Si le traité de Rome ne contient aucun élément maritime, la faute en revient à la France et à l’Italie, a rappelé Georges Tourret, administrateur général des Affaires maritimes. En effet, ces deux États se refusaient de partager leurs trafics protégés comme l’importation de pétrole brut et de charbon, pour la France, ou leurs liaisons privilégiées avec le Maghreb. Tout ce qui n’était pas du cabotage national était (et est) resté de l’international pur et dur, a-t-il souligné avant d’ajouter « contrairement à ce qui s’est passé pour la grande pêche ». Les États membres ont été capables de mettre les ressources halieutiques en commun et lier les droits de pêche à l’immatriculation des bateaux.

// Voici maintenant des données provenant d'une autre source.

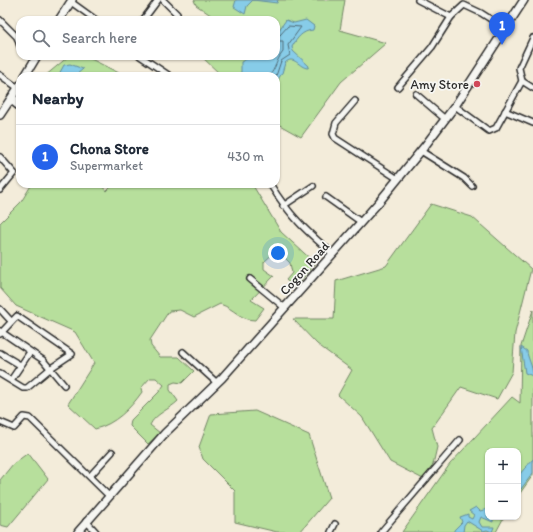 <!DOCTYPE html>
<meta charset="utf-8">
<style>
body{margin:0;font-family:Itim,sans-serif;background:#f6f6f7;color:#1f2937}
.controls{position:absolute;right:12px;bottom:12px;display:grid;overflow:hidden;border-radius:8px;box-shadow:0 1px 3px #0004}
.controls button{width:36px;height:36px;display:grid;place-items:center;padding:0;border:0;border-bottom:1px solid #e0e1e3;background:#fff;color:#1f2937;font:20px sans-serif}
.you{position:absolute;left:278px;top:253px;width:14px;height:14px;margin:-10px;border:3px solid #fff;border-radius:50%;background:#1a73e8;box-shadow:0 0 0 6px #1a73e833}
.badge{display:grid;place-items:center;width:26px;height:26px;border-radius:50%;background:#2563eb;color:#fff;font-size:13px;font-weight:700}
.pin{position:absolute;translate:-50% -33px;filter:drop-shadow(0 1px 2px #0008)}
.pin::after{content:'';position:absolute;top:21px;width:14px;height:12px;background:inherit;clip-path:polygon(0 0,100% 0,50% 100%)}
.list{margin:0;padding:0;list-style:none}
h2{display:flex;justify-content:space-between;align-items:center;height:52px;margin:0;padding:0 16px;font-size:17px}
h2 small{font-size:13px;font-weight:400;color:#747a83}
.list li{display:grid;grid-template-columns:26px 1fr auto;gap:12px;align-items:center;box-sizing:border-box;height:64px;padding:0 16px;border-top:1px solid #e0e1e3}
.list b{display:block;font-size:15px;white-space:nowrap}
.list p{margin:0;font-size:13px;white-space:nowrap;color:#747a83}
.list em{font-size:13px;font-style:normal;color:#747a83}
.icon{flex:none;width:22px;height:22px;fill:none;stroke:currentColor;stroke-width:2;stroke-linecap:round;stroke-linejoin:round}
.map{position:relative;flex:none;width:533px;height:532px;overflow:hidden}
.search{position:absolute;background:#fff;box-shadow:0 1px 3px #0004;left:16px;top:16px;width:264px;height:44px;display:flex;align-items:center;gap:10px;box-sizing:border-box;padding:0 14px;border-radius:12px;color:#747a83;font-size:15px}
.panel{position:absolute;background:#fff;box-shadow:0 1px 3px #0004;left:16px;top:72px;width:264px;height:116px;border-radius:12px}
.map>svg:first-child{display:block}
.green{fill:#b7df9c;stroke:#718564}
.water{fill:#87cce8;stroke:#628c9c}
.lines{fill:none;stroke-linecap:round;stroke-linejoin:round}
.shore{stroke:#506b77;stroke-width:1}
.street-casing{stroke:#2b2b2b;stroke-width:8}
.secondary-casing{stroke:#2b2b2b;stroke-width:10}
.street{stroke:#f6f6f2;stroke-width:5}
.secondary{stroke:#f6f6f2;stroke-width:7}
.poi-dot{fill:#d1495b;stroke:#f6f6f2;stroke-width:1.5}
.labels{text-anchor:middle;stroke-width:3.5;stroke-linejoin:round;paint-order:stroke}
.poi-label{font-size:13px;fill:#2b2b2b;stroke:#f6f6f2;text-anchor:end}
.street-label{font-size:13px;fill:#2b2b2b;stroke:#f6f6f2}
</style>
<div class="map">
<svg width="533" height="532" viewBox="0 0 533 532">
<rect width="100%" height="100%" fill="#f3ecda"/>
<filter id="ink" filterUnits="userSpaceOnUse"><feTurbulence type="fractalNoise" baseFrequency=".025" numOctaves="2"/><feDisplacementMap in="SourceGraphic" scale="8" xChannelSelector="R" yChannelSelector="G"/><feConvolveMatrix kernelMatrix="1 2 1 2 8 2 1 2 1" color-interpolation-filters="sRGB"/></filter>
<g filter="url(#ink)">
<g class="green">
<polygon points="194,0 345,0 340,30 386,43 341,82 301,137 276,123 276,76 222,76 201,56 276,56 276,20 208,20 212,16 196,5"/>
<polygon points="69,56 85,56 125,76 45,76"/>
<path d="M32,184H99L107,191L114,184H252L281,232L315,263L295,288L286,280L292,273L290,263L277,250L264,262V269L274,276L251,300L264,308L255,320C240,320 235,309 220,304L194,317L180,310L169,311L150,340L151,346L160,357H179L194,371L182,383L175,382L170,384V390L178,401C170,409 155,414 150,425L160,433L148,444L130,426L131,420L159,392L164,385L156,378H150L141,388L142,392C130,409 115,424 95,429L68,404L94,363L75,332L16,306L0,288V223L21,202Z"/>
<polygon points="431,204 472,217 531,269 515,333 512,372 497,399 461,387 432,428 437,447 429,482 390,462 362,417 338,395 352,370 317,344 293,319 334,319 336,281 386,266"/>
<polygon points="533,310 533,475 518,496 518,451 488,451 488,517 504,517 496,532 402,532 450,464 512,397 520,403 521,346"/>
<polygon points="255,411 309,435 329,498 300,532 277,532 235,522 235,491 203,459 199,447 211,414"/>
<polygon points="28,453 48,479 8,527 0,525 0,480 13,464"/>
</g>
<g class="water">
<polygon points="236,0 278,0 277,3 253,0 247,6 245,14 234,7"/>
<path d="M286,20L294,23L306,20L314,26L313,30C302,31 297,38 292,47L293,51L309,66L308,68C299,68 294,54 285,63L282,73L277,81L276,76H238L241,72V62L252,56H276V34Z"/>
<polygon points="70,64 83,69 76,75 58,76 64,65"/>
<path d="M521,347L527,351C527,357 533,366 533,376L525,373Z"/>
<polygon points="533,459 533,473 521,489 518,490 518,476"/>
<polygon points="476,507 480,511 488,509 488,517 493,517 493,522 481,517 479,522 482,527 494,527 492,532 487,530 483,531 467,521 464,525 463,532 454,532 454,530 462,522 460,517 468,514 468,517 472,519 474,515 469,511"/>
</g>
<g class="lines">
<g class="shore">
<path d="M269,76C276,69 276,60 283,52V41H276"/>
<polyline points="276,76 281,61 290,55 288,45 301,27 288,26 280,35 276,36"/>
</g>
<defs>
<g id="street">
<polyline points="163,0 177,14 174,20"/>
<polyline points="418,0 451,17 464,5 481,13 506,29"/>
<polyline points="71,2 96,20"/>
<polyline points="0,20 17,37 20,46"/>
<polyline points="143,20 158,0"/>
<polyline points="140,56 170,76"/>
<polyline points="0,75 18,88"/>
<polyline points="522,81 533,88"/>
<polyline points="398,87 432,47 451,17"/>
<polyline points="416,94 445,119"/>
<polyline points="13,97 20,102"/>
<polyline points="11,101 20,108"/>
<polyline points="355,101 336,123 333,134 335,138 398,179"/>
<polyline points="455,106 489,131 496,128 522,81 519,68 533,38"/>
<polyline points="505,111 533,123"/>
<polyline points="421,151 464,178 472,186"/>
<polyline points="0,157 14,173 0,190"/>
<path d="M270,184C290,216 305,230 333,254"/>
<polyline points="326,197 361,222"/>
<polyline points="283,206 313,186"/>
<polyline points="250,279 285,308"/>
<polyline points="0,309 11,321"/>
<polyline points="0,331 43,360 64,385"/>
<polyline points="0,334 17,316 72,354 51,368 27,388 23,388 0,374"/>
<polyline points="183,352 217,383"/>
<polyline points="0,353 20,365"/>
<polyline points="11,380 30,352"/>
<polyline points="0,422 14,428 24,417 30,418 109,496"/>
<polyline points="90,476 112,452"/>
<polyline points="86,521 96,532"/>
<polyline points="331,532 335,524"/>
<polyline points="381,532 460,440"/>
</g>
<g id="secondary">
<polyline points="59,20 72,0"/>
<polyline points="25,76 37,56"/>
<polyline points="0,115 20,85"/>
<polyline points="78,532 165,433 222,378 379,202 424,147 455,106 524,0"/>
</g>
</defs>
<use href="#street" class="street-casing"/>
<use href="#secondary" class="secondary-casing"/>
<use href="#street" class="street"/>
<use href="#secondary" class="secondary"/>
</g>
</g>
<circle class="poi-dot" cx="477" cy="84" r="4"/>
<g class="labels">
<g class="poi-label">
<text x="469" y="89">Amy Store</text>
</g>
<g class="street-label">
<text transform="translate(304 268) rotate(-48)" y="5">Cogon Road</text>
</g>
</g>
</svg>
<div class="controls">
<button>+</button>
<button>−</button>
</div>
<div class="you"></div>
<div class="pin badge" style="left:502px;top:45px">1</div>
<div class="search"><svg class="icon" aria-label="search" viewBox="0 0 24 24"><circle cx="10" cy="10" r="6"/><path d="M15 15l6 6"/></svg>Search here</div>
<section class="panel">
<h2>Nearby<small></small></h2>
<ul class="list">
<li><span class="badge">1</span><div><b>Chona Store</b><p>Supermarket</p></div><em>430 m</em></li>
</ul>
</section>
</div>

Georges Tourret a également rappelé que, dans des circonstances exceptionnelles (grands accidents pétroliers, par exemple), l’Union européenne (UE) a été capable d’imposer sa volonté aux États membres de l’OMI. Le contrôle du navire par l’État du port, Paris MoU, a été mis en place sans l’avis de l’OMI. Idem pour les paquets Erika I, II et III ou les DST nationaux. L’administrateur général des Affaires maritimes (2e s) Georges Tourret a donc plaidé pour la mise en place du MoU social, encore faudrait-il qu’il existe des textes européens applicables et clairs en la matière.
Comme la CGT officiers, il y a quelques mois, ou Oxford Economics, Georges Tourret demande l’établissement de statistiques précises par État membre sur le nombre de navigants, par catégorie, en équivalent temps plein, en distinguant notamment les officiers et le personnel dit d’exécution communautaires et extracommunautaires. Sans représentation de l’existant, comment dresser un bilan et définir une éventuelle stratégie?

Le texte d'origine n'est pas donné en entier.